Open mahootiha-maryam opened 2 years ago

mahootiha-maryam commented 2 years ago

Hi Havard. I am facing a problem for a long time that I can not understand what could be the reason of problem. I used images as inputs to a net that is a kind of Encoder and connect it to fully connected layers. I get good training loss but when it comes to predict_surv_df I can understand for different patients I get same survival probabilities. It is really strange for me. For example I trained a model that I got 0.45 train loss but I got same survival times and same curves for different patients but when I saw your example I could understand you get very good c-index and curves with 1.6 train loss.
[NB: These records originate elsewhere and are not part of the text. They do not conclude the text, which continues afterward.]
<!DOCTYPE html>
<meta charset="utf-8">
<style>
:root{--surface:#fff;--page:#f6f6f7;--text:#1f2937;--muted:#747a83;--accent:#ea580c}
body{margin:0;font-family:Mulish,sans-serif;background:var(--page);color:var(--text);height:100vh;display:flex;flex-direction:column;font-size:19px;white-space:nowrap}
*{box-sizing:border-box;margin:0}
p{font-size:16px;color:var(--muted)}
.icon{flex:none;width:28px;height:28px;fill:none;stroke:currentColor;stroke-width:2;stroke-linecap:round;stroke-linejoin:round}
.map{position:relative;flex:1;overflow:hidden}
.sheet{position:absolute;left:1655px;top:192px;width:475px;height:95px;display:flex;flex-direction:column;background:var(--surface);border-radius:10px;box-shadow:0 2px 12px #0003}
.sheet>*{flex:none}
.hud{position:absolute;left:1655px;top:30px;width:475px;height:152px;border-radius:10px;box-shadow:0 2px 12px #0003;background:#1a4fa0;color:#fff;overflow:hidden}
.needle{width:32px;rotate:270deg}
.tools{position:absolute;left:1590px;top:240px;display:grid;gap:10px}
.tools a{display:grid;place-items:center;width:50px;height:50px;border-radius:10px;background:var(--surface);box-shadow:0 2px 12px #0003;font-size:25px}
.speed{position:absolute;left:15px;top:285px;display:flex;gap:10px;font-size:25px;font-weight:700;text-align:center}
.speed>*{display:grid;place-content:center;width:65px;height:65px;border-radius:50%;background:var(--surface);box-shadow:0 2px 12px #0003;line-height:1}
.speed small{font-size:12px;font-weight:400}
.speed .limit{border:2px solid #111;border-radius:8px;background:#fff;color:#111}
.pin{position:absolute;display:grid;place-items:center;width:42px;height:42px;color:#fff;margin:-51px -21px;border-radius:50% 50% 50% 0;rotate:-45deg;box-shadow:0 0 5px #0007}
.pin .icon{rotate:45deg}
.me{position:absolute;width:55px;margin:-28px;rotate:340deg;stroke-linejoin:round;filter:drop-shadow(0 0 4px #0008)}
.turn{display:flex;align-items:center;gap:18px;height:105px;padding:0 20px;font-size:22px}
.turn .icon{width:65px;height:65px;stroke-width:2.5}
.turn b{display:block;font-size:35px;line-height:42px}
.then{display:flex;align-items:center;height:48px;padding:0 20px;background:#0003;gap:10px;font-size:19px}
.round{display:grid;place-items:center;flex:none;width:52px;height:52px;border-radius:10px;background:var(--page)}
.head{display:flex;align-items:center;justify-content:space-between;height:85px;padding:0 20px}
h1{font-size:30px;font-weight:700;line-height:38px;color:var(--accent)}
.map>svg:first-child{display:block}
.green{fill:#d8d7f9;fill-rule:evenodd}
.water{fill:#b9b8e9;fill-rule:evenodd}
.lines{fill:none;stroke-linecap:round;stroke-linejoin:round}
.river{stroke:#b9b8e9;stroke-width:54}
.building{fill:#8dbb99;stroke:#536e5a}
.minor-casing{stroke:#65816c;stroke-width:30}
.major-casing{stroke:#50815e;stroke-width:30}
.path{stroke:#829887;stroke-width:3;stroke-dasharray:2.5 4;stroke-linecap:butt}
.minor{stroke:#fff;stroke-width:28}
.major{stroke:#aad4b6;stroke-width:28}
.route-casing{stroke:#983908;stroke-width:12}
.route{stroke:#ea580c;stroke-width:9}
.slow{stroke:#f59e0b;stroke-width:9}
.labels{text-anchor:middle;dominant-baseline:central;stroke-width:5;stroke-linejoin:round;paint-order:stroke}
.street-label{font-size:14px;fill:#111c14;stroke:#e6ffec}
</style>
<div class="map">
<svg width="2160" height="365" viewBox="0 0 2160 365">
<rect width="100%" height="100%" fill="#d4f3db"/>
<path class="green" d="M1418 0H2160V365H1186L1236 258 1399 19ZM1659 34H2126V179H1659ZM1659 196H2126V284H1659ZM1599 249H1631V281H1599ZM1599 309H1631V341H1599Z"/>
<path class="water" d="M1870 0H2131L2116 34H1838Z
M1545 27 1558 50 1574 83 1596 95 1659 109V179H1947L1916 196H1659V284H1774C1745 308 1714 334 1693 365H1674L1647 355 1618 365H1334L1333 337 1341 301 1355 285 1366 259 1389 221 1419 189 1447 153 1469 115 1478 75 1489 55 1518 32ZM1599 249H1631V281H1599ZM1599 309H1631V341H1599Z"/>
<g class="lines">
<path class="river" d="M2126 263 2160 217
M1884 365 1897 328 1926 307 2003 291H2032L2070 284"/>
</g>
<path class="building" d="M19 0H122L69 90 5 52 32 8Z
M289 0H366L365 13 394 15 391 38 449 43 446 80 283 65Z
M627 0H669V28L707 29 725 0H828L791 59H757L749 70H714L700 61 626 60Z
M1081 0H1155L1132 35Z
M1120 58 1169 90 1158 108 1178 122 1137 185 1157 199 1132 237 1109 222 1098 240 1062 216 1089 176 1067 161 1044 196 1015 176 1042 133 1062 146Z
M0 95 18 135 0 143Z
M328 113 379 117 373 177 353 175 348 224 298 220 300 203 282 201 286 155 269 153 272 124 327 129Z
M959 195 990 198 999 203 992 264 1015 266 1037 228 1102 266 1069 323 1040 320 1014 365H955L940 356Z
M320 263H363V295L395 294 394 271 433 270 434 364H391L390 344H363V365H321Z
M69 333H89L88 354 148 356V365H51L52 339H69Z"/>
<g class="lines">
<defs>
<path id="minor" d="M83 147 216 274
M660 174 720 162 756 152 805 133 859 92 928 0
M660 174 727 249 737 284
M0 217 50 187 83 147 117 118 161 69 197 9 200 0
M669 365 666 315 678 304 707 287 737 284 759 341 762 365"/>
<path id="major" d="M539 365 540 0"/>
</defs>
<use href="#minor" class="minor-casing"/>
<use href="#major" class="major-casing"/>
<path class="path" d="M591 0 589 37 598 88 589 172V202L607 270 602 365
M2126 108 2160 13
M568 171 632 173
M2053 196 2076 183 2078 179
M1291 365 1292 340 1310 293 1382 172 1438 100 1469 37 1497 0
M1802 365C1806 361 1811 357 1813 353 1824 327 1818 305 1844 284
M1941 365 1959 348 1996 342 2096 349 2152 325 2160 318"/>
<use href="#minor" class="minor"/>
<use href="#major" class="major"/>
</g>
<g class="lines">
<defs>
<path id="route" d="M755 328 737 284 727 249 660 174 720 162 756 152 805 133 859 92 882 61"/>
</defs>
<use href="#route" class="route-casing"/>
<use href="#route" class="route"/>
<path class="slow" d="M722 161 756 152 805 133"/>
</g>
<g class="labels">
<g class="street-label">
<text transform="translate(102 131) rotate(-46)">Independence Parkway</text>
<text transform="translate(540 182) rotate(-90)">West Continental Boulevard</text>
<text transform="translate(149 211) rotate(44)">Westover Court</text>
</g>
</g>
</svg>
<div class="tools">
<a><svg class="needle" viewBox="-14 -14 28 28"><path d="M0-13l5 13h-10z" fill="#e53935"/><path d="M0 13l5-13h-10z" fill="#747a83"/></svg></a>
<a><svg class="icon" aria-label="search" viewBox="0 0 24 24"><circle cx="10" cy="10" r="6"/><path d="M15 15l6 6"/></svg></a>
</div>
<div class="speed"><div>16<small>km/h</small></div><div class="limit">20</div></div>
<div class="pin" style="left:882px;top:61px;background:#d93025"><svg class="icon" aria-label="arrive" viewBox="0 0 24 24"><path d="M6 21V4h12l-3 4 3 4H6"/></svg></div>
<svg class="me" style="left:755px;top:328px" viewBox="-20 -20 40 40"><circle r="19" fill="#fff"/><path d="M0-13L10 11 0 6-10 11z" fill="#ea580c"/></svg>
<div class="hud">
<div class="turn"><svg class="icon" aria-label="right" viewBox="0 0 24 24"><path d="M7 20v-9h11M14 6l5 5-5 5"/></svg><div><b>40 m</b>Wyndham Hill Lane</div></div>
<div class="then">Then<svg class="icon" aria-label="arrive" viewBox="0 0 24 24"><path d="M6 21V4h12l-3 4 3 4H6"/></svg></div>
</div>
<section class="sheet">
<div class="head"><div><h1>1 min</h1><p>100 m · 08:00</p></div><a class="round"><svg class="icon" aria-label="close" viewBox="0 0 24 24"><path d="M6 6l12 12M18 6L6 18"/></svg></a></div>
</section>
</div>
I have to add before training model completely and for example just with 2 epochs I get different probabilities and different survival times. This problem made me crazy and I can not understand what is the problem.
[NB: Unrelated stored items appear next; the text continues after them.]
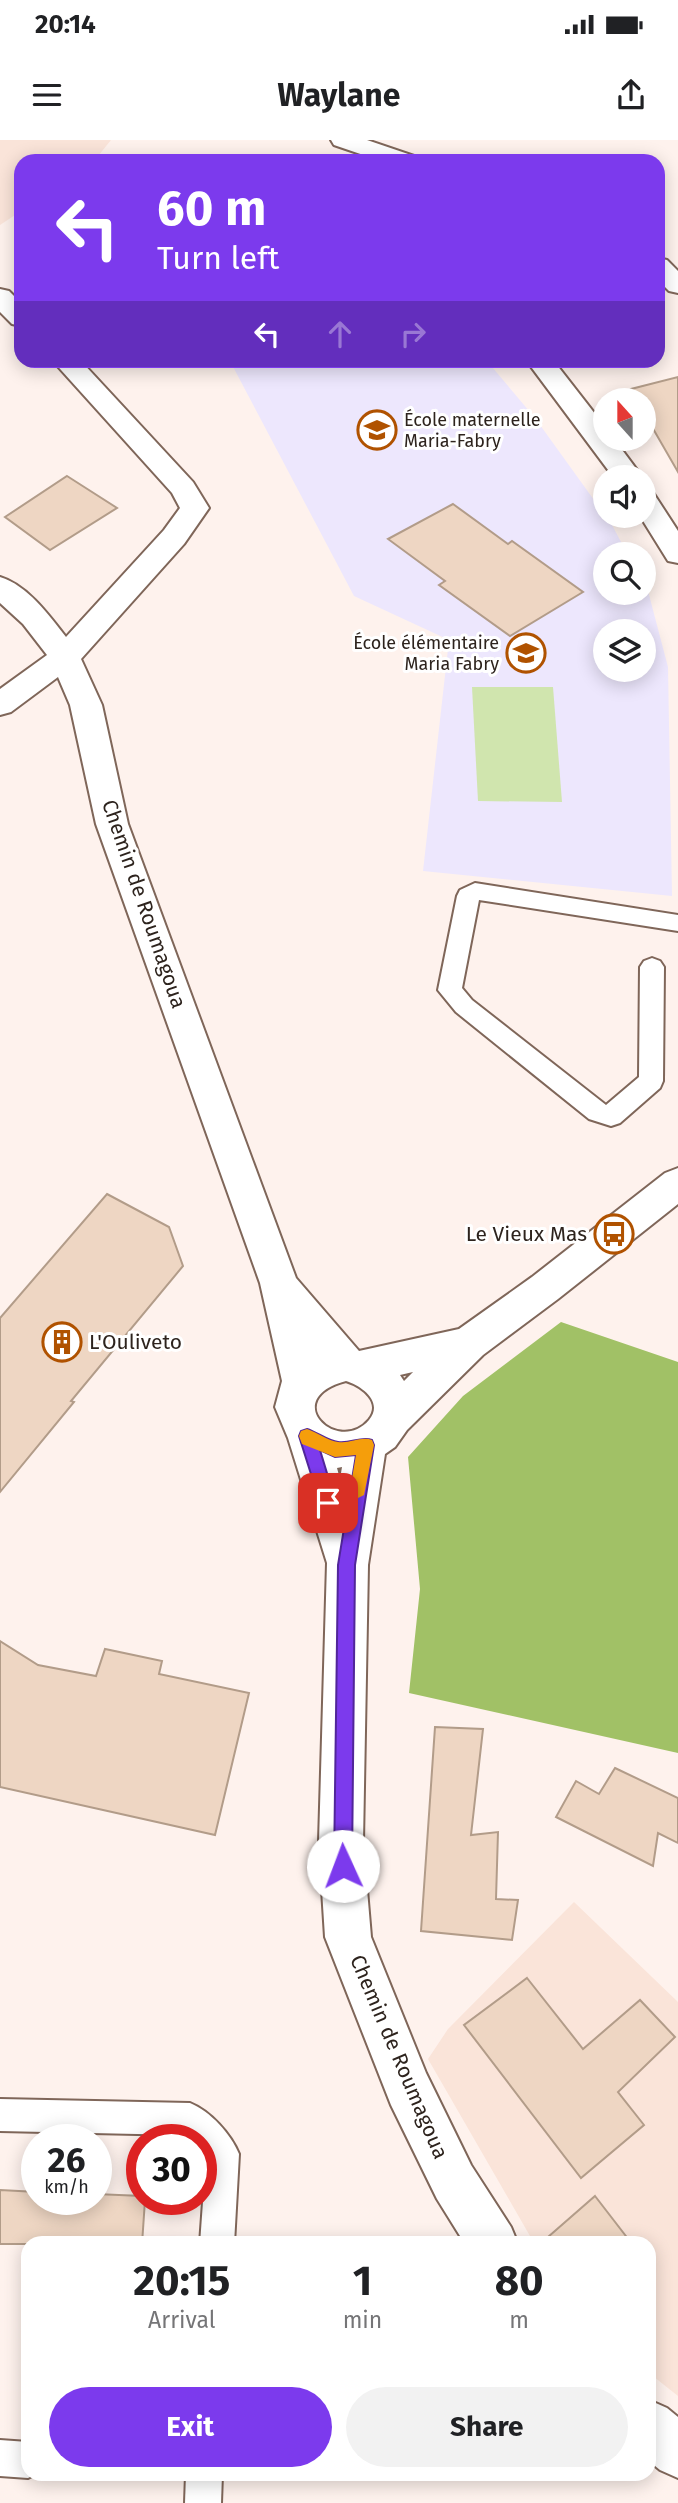 <!DOCTYPE html>
<meta charset="utf-8">
<style>
body{margin:0;font-family:"Fira Sans",sans-serif;background:#f2f2f2;color:#202124;height:100vh;display:flex;flex-direction:column;font-size:26px;white-space:nowrap}
*{box-sizing:border-box;margin:0}
p{font-size:23px;color:#757577}
.icon{flex:none;width:38px;height:38px;fill:none;stroke:currentColor;stroke-width:2;stroke-linecap:round;stroke-linejoin:round}
.map{position:relative;flex:1;overflow:hidden}
.details{position:absolute;left:21px;top:2096px;width:635px;height:245px;display:flex;flex-direction:column;background:#fff;border-radius:21px;box-shadow:0 4px 18px #0003}
.details>*{flex:none}
.hud{position:absolute;left:14px;top:14px;width:651px;height:214px;border-radius:21px;box-shadow:0 4px 18px #0003;background:#7c3aed;color:#fff;overflow:hidden}
.needle{width:46px;rotate:339deg}
.tools{position:absolute;left:593px;top:248px;display:grid;gap:14px}
.tools a{display:grid;place-items:center;width:63px;height:63px;border-radius:50%;background:#fff;box-shadow:0 4px 18px #0003;font-size:35px}
.speed{position:absolute;left:21px;top:1984px;display:flex;gap:14px;font-size:35px;font-weight:700;text-align:center}
.speed>*{display:grid;place-content:center;width:91px;height:91px;border-radius:50%;background:#fff;box-shadow:0 4px 18px #0003;line-height:1}
.speed small{font-size:18px;font-weight:400}
.speed .limit{border:10px solid #d22;background:#fff;color:#111}
.pin{position:absolute;display:grid;place-items:center;width:60px;height:60px;color:#fff;margin:-30px;border-radius:14px;box-shadow:0 4px 10px #0006}
.me{position:absolute;width:77px;margin:-38px;rotate:358deg;stroke-linejoin:round;filter:drop-shadow(0 0 5px #0008)}
.turn{display:flex;align-items:center;gap:24px;height:147px;padding:0 28px;font-size:32px}
.turn .icon{width:91px;height:91px;stroke-width:2.5}
.turn b{display:block;font-size:49px;line-height:60px}
.lanes{display:flex;align-items:center;height:66px;padding:0 28px;background:#0003;justify-content:center;gap:35px;direction:ltr}
.lanes .off{opacity:.35}
.eta{display:flex;justify-content:space-evenly;align-items:center;height:119px;text-align:center}
.eta b{font-size:42px;font-weight:700;line-height:49px}
.button{display:flex;gap:14px;margin-top:auto;padding:14px 28px}
.button a{flex:1;height:80px;border-radius:42px;background:#7c3aed;color:#fff;font-size:28px;font-weight:700;line-height:80px;text-align:center}
.button a+a{background:#f2f2f2;color:#202124}
.status{display:flex;justify-content:space-between;align-items:center;height:49px;padding:0 35px;background:#fff;direction:ltr}
.status svg{height:19px;fill:currentColor}
header{display:flex;justify-content:space-between;align-items:center;height:91px;padding:0 28px;background:#fff;font-size:32px;font-weight:700}
.map>svg:first-child{display:block}
.built{fill:#fae4d9}
.education{fill:#ede7fd;fill-rule:evenodd}
.green{fill:#d0e5ae}
.forest{fill:#a1c166}
.building{fill:#eed6c3;stroke:#b29c89;stroke-width:2}
.lines{fill:none;stroke-linecap:round;stroke-linejoin:round}
.service-casing{stroke:#7f6659;stroke-width:4}
.minor-casing{stroke:#7f6659;stroke-width:4}
.service{fill:#fff;fill-rule:evenodd}
.minor{fill:#fff;fill-rule:evenodd}
.route{fill:#7c3aed;stroke:#51269a;stroke-width:2}
.slow{fill:#f59e0b}
.labels{text-anchor:middle;dominant-baseline:central;stroke-width:6;stroke-linejoin:round;paint-order:stroke}
.far-poi-label{font-size:18px;fill:#2d231d;stroke:#fff;text-anchor:start}
.street-label{font-size:21px;fill:#2d231d;stroke:#fff}
.poi-label{font-size:21px;fill:#2d231d;stroke:#fff;text-anchor:end}
</style>
<div class="status"><b>20:14</b><svg viewBox="0 0 49 12"><path d="M0 12V9h3v3zM5 12V6h3v6zM10 12V3h3v9zM15 12V0h3v12zM26 1h20v11H26zM47 4h2v5h-2z"/></svg></div>
<header><svg class="icon" aria-label="menu" viewBox="0 0 24 24"><path d="M4 6h16M4 12h16M4 18h16"/></svg>Waylane<svg class="icon" aria-label="share" viewBox="0 0 24 24"><path d="M12 15V3M7 8l5-5 5 5M5 13v7h14v-7"/></svg></header>
<div class="map">
<svg width="678" height="2363" viewBox="0 0 678 2363">
<rect width="100%" height="100%" fill="#fef2ed"/>
<g class="built">
<path d="M0 0H111L94 21H21V71L0 85Z"/>
<path d="M574 1762 678 1862V2256L649 2233V2104L534 2103 428 1919 448 1889Z"/>
</g>
<path class="education" d="M230 221H487L535 278 612 385 628 415H606V453H644V445L648 451 668 527 672 756 423 731 449 500 354 456ZM606 492H644V530H606Z"/>
<path class="green" d="M472 547H553L562 662 478 661Z"/>
<path class="forest" d="M561 1182 678 1222V1613L409 1553 420 1449 408 1317 463 1256Z"/>
<g class="building">
<path d="M678 237V332L644 273V261H637L631 249Z"/>
<path d="M67 336 117 368 50 410 5 377Z"/>
<path d="M453 364 508 404 512 401 583 452 510 496 439 445 445 441 388 399Z"/>
<path d="M107 1054 169 1087 183 1126 71 1261 74 1262 0 1352V1178Z"/>
<path d="M0 1501 38 1525 96 1536 105 1509 162 1521 159 1534 249 1553 215 1695 0 1647Z"/>
<path d="M435 1587 483 1589 471 1695 498 1692 496 1759 518 1760 512 1800 421 1791Z"/>
<path d="M615 1628 678 1658V1703L658 1693 653 1726 556 1677 576 1641 599 1654Z"/>
<path d="M527 1838 583 1909 640 1860 675 1897 618 1952 644 1985 581 2038 464 1885Z"/>
<path d="M0 2050 37 2052V2060H96V2054L142 2056V2060H145L142 2104H0Z"/>
<path d="M595 2056 632 2104H540Z"/>
</g>
<g class="lines">
<g class="service-casing">
<g id="service">
<path d="M475 743 678 775V791L479 760 462 848 472 860 606 965 639 937 640 827 644 821 652 818 660 821 664 827 663 941 660 948 620 983 611 986 589 979 456 872 438 850 457 756 460 750Z"/>
<path d="M0 1959 190 1963C210 1971 231 1994 239 2014L234 2104H200L206 2020 201 2015V2000H188L183 1995 0 1991Z"/>
<path d="M0 2300 28 2302V2334H36L28 2338 0 2336Z"/>
<path d="M186 2334H222L221 2363H185Z"/>
</g>
</g>
<g class="minor-casing">
<g id="minor">
<path d="M331 0H367L414 16 417 21H381L334 5Z"/>
<path d="M658 118 667 120 678 131V153L669 151 658 140Z"/>
<path d="M0 149 9 151 21 163V186L12 184 0 172Z"/>
<path d="M52 220H80L193 342 209 368 184 404 81 519 102 565 128 684 296 1138 359 1211 459 1189 532 1137 665 1033 678 1028V1064L558 1159 483 1215 407 1290 395 1307 385 1314 368 1425 363 1702 371 1797 426 1933 471 2025 511 2087 518 2104H465L437 2059 391 1965 325 1797 319 1702 327 1423 288 1298 275 1267 282 1241 260 1143 96 684 70 565 58 537 11 572 0 575V549L47 515 23 484 0 463V437C27 445 49 475 66 497L164 390 180 368 172 353ZM413 1232 404 1241 400 1235ZM346 1241C362 1246 384 1262 369 1280 338 1316 278 1259 346 1241ZM342 1327 340 1339 337 1328Z"/>
<path d="M526 220H553L606 288V299H614L643 338H614Z"/>
<path d="M644 351 654 354 678 391V423L668 421 640 376H644Z"/>
<path d="M649 2260 667 2268 678 2277V2338L660 2330 649 2321Z"/>
</g>
</g>
<use href="#service" class="service"/>
<use href="#minor" class="minor"/>
</g>
<path class="route" d="M307 1289C317 1292 328 1301 338 1302 350 1304 361 1296 372 1300L374 1305 355 1425 352 1726 349 1732 343 1735 336 1732 334 1726 338 1425 356 1315 335 1317 320 1310 336 1363 334 1369 328 1371 322 1369 299 1296 301 1291Z"/>
<path class="slow" d="M307 1289C317 1292 328 1301 338 1302 350 1304 361 1296 372 1300L374 1305 364 1355 358 1358 353 1355 350 1350 356 1315 335 1317 302 1304 299 1296 301 1291Z"/>
<defs>
<g id="school-ring" transform="scale(2.0125)"><circle r="9.5" fill="#fff" stroke="#b05200" stroke-width="1.5"/><path d="M0-5L7-2L0 1L-7-2ZM-4 1L0 2.5L4 1V4Q0 6-4 4Z" fill="#b05200"/></g>
<g id="bus-ring" transform="scale(2.0125)"><circle r="9.5" fill="#fff" stroke="#b05200" stroke-width="1.5"/><path d="M-5-6H5V4H4V6H2V4H-2V6H-4V4H-5ZM-3.5-4V0h7V-4ZM-3.5 1.2v1.5H-2V1.2ZM2 1.2v1.5H3.5V1.2Z" fill="#b05200"/></g>
<g id="building-ring" transform="scale(2.0125)"><circle r="9.5" fill="#fff" stroke="#b05200" stroke-width="1.5"/><path d="M-4-6H4V6H1V3H-1V6H-4ZM-2.5-4.3h1.7v1.8h-1.7ZM.8-4.3h1.7v1.8H.8ZM-2.5-1h1.7V.8h-1.7ZM.8-1h1.7V.8H.8Z" fill="#b05200"/></g>
</defs>
<g fill-rule="evenodd">
<use href="#school-ring" x="377" y="290"/>
<use href="#school-ring" x="526" y="513"/>
<use href="#bus-ring" x="614" y="1094"/>
<use href="#building-ring" x="62" y="1202"/>
</g>
<g class="labels">
<g class="far-poi-label">
<text x="404" y="280">École maternelle<tspan x="404" dy="21">Maria-Fabry</tspan></text>
<text x="499" y="503" text-anchor="end">École élémentaire<tspan x="499" dy="21">Maria Fabry</tspan></text>
</g>
<g class="street-label">
<text transform="translate(144 764) rotate(71)">Chemin de Roumagoua</text>
<text transform="translate(399 1917) rotate(67)">Chemin de Roumagoua</text>
</g>
<g class="poi-label">
<text x="587" y="1094">Le Vieux Mas</text>
<text x="89" y="1202" text-anchor="start">L'Ouliveto</text>
</g>
</g>
</svg>
<div class="tools">
<a><svg class="needle" viewBox="-14 -14 28 28"><path d="M0-13l5 13h-10z" fill="#e53935"/><path d="M0 13l5-13h-10z" fill="#757577"/></svg></a>
<a><svg class="icon" aria-label="sound" viewBox="0 0 24 24"><path d="M4 9h4l5-4v14l-5-4H4zM17 9q2 3 0 6"/></svg></a>
<a><svg class="icon" aria-label="search" viewBox="0 0 24 24"><circle cx="10" cy="10" r="6"/><path d="M15 15l6 6"/></svg></a>
<a><svg class="icon" aria-label="layers" viewBox="0 0 24 24"><path d="M12 4l9 5-9 5-9-5zM3 14l9 5 9-5"/></svg></a>
</div>
<div class="speed"><div>26<small>km/h</small></div><div class="limit">30</div></div>
<div class="pin" style="left:328px;top:1363px;background:#d93025"><svg class="icon" aria-label="arrive" viewBox="0 0 24 24"><path d="M6 21V4h12l-3 4 3 4H6"/></svg></div>
<svg class="me" style="left:343px;top:1726px" viewBox="-20 -20 40 40"><circle r="19" fill="#fff"/><path d="M0-13L10 11 0 6-10 11z" fill="#7c3aed"/></svg>
<div class="hud">
<div class="turn"><svg class="icon" aria-label="left" viewBox="0 0 24 24"><path d="M17 20v-9H6M10 6l-5 5 5 5"/></svg><div><b>60 m</b>Turn left</div></div>
<div class="lanes"><svg class="icon" aria-label="left" viewBox="0 0 24 24"><path d="M17 20v-9H6M10 6l-5 5 5 5"/></svg><svg class="icon off" aria-label="ahead" viewBox="0 0 24 24"><path d="M12 20V5M6 11l6-6 6 6"/></svg><svg class="icon off" aria-label="right" viewBox="0 0 24 24"><path d="M7 20v-9h11M14 6l5 5-5 5"/></svg></div>
</div>
<section class="details">
<div class="eta">
<div><b>20:15</b><p>Arrival</p></div>
<div><b>1</b><p>min</p></div>
<div><b>80</b><p>m</p></div>
</div>
<div class="button"><a>Exit</a><a>Share</a></div>
</section>
</div>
havakv commented 2 years ago

So, a good training loss might just be the model overfitting to the training data. That's why you should probably monitor a validation loss when fitting the model. When the validation loss stops improving, you're only overfitting when you continue to improve the training loss.

If all your test samples get the same predicted survival I would first advice you to check if this is also the case for the training samples. And if I remember correctly from previous discussions, you have a very small dataset (~50 samples), so expecting your model to do anything else than overfitting is imho optimistic.

As a sanity check, to make sure it's not just a bug in your code, you should try to predict the survival curves for your test set before you fit the model. If you still get identical predictions, it's most likely a but in your test data loader, or it could be that you have initialized your net with parameters that are not good for the scale of your images

mahootiha-maryam commented 2 years ago

There is one strange thing, that when I had validation dataset I got good c-index when validation loss was high and I got bad c-indexes and same probabilities when validation loss was low. My problem is that I accept over fitting happens for my dataset but why when I want to predict survival times with train data loader it happens again I get same survival times. so I get 0 in c-index. Now I am trying to use a public dataset that has 200 samples. You mean I stop the model learning for example in epoch 1 and then see the curves? Because I did it and I got different curves. But after training model for multiple epochs getting same survival times happens for training data loader and test data loader.